To moja sprawa, a komentarze w stylu 'Coś pan głupi, taką rybę wypuszczać...' ' Jak pan jej nie chcesz to ja ją wezmę..' albo ' Jak pan będziesz tak robił to opłata za kartę się panu nie zwróci...' doprowadzają mnie do białej gorączki. Tylko moje opanowanie i niechęć do kłótni nad wodą powstrzymują mnie od kąśliwych komentarzy. Po zarzuceniu zestawu nic już nie złowiłem i około 20 zebrałem się do domu.
Łowiłem na łowisku Paprocany w Tychach, na tzw. cyplu.

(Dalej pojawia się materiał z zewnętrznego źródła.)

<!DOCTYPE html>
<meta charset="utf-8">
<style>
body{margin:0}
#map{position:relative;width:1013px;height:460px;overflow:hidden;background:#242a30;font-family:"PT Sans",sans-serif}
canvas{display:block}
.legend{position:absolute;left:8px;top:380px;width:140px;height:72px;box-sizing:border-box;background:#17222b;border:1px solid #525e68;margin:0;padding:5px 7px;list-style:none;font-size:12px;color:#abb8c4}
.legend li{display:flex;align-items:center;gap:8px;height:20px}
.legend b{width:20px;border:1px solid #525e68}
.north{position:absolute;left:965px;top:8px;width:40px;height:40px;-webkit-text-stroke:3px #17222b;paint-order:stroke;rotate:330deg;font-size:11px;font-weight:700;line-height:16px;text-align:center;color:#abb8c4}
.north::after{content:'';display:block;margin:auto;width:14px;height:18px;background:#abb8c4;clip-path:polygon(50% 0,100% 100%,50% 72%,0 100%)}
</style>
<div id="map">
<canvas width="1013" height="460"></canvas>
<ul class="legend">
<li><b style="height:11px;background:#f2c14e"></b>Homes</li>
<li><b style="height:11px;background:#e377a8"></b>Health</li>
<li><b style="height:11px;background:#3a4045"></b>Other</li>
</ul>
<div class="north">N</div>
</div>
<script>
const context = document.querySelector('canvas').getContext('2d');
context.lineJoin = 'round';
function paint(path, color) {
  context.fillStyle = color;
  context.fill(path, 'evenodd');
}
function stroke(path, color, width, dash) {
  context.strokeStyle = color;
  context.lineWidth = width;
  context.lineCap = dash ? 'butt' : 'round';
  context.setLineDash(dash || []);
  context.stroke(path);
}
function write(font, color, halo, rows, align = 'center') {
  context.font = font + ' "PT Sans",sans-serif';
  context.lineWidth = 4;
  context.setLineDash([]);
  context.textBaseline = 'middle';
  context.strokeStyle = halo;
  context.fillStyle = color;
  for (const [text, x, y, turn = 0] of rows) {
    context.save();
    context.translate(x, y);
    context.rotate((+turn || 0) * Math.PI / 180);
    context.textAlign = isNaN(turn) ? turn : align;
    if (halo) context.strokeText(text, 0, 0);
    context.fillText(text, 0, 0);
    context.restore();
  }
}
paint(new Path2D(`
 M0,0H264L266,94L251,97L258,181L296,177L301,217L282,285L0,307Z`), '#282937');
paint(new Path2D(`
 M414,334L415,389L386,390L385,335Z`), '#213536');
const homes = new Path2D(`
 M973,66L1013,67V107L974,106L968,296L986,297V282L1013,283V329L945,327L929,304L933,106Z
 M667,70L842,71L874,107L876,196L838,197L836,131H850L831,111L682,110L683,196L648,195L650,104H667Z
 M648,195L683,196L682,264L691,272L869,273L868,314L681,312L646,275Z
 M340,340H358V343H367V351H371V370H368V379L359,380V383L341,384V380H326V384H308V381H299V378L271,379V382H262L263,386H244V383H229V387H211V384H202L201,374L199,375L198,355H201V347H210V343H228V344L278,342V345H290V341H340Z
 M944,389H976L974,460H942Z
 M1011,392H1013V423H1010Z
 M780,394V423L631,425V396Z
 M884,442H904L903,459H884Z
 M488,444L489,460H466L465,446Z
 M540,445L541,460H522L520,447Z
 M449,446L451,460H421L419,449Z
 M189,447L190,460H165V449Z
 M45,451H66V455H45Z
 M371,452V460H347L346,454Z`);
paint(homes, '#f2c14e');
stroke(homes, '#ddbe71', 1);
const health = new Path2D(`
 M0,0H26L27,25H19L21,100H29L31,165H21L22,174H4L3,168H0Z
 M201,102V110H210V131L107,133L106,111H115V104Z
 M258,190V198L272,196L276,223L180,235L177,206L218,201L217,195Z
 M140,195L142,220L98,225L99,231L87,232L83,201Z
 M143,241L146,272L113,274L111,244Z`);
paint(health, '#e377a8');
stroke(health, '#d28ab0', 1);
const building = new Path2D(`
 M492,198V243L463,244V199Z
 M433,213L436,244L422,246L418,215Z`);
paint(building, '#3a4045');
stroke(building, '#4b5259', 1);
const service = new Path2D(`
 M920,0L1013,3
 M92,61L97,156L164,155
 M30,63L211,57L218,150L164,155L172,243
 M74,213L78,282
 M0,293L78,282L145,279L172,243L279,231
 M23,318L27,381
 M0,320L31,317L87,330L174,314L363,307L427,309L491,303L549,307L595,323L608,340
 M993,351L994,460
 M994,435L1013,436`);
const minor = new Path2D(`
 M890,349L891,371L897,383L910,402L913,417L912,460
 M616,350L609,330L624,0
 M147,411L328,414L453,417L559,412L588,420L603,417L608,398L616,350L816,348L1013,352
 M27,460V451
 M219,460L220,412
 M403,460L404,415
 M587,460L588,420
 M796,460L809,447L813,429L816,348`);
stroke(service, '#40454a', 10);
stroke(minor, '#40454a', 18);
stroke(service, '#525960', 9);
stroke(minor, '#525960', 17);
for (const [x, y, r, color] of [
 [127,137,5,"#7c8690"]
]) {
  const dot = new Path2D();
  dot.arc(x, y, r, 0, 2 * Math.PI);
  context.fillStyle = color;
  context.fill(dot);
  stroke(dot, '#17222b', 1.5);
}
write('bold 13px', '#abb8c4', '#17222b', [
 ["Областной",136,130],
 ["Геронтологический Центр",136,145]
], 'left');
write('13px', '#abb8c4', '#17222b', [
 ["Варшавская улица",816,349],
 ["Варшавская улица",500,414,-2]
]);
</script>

Wędki to Konger Aviator 390/120g i 360/90g. Przynęty to biały robak. Zanęta uniwersalna TRAPER podrasowana zapachem leszczowym P.Lorenc, pinką i pelletsem. Pogoda słoneczna, południowy wiatr, temperatura ok 15-20 stopni C.
Ogólnie podsumowując wyjazd, nie był źle. Złowiłem swoje pierwsze rybki na nowe wędki. Powoli wciągam się w łowienie na drgającą szczytówkę i bardzo mi się to podoba. Zanęty, które nauczyłem się przyrządzać między innymi dzięki poradom z wedkuje.pl sprawdzają się, bo jako jeden z nielicznych na brzegu złowiłem 4 ryby. Zestawy teraz już też montuję inaczej. Koszyk zanętowy, dłuższy przypon i dobrze dobrany hak to połowa sukcesu. Do tego ładna pogoda i budząca się dożycia przyroda pozwoliłyby wypocząć gdyby nie pikające na wietrze, drażniące sygnalizatory i polska, kochana młodzież, której na brzegach jeziora było mnóstwo.
Rozumiem, że młodzi ludzie też mają dość zimy, siedzenia w domu itp. Wychodzą nad wodę, chcą się bawić, ale jak już mają zbyt dużo alkoholu, są pijani lub jeszcze gorzej, hałasują i biegają pomiędzy wędkarzami, wrzucają do wody kamienie i zakłócają tak potrzebną ciszę, to już jest niedobrze i niebezpiecznie. Nikt nawet nie próbował zwracać im uwagi, bo mogłoby się to źle skończyć. Niestety coraz częściej jest tak, że grupa pijanych, młodych 'ludzi' potrafi zniszczyć miły wieczór i wypędzić znad wody wędkarzy. Po takich przeżyciach chciałbym pojechać nad jakieś zapomniane jeziorko gdzie hałasować będą tylko żaby i ptaki i gdzie nie będzie nikogo oprócz kilku wędkarzy. Niestety o takie coraz trudniej...
Pozdrawiam i do następnego razu, a mam zamiar opisywać tutaj wszystkie moje wyprawy na ryby. Następne okraszę fotkami z aparatu, bo te tutaj zamieszczone są zrobione marną komórką.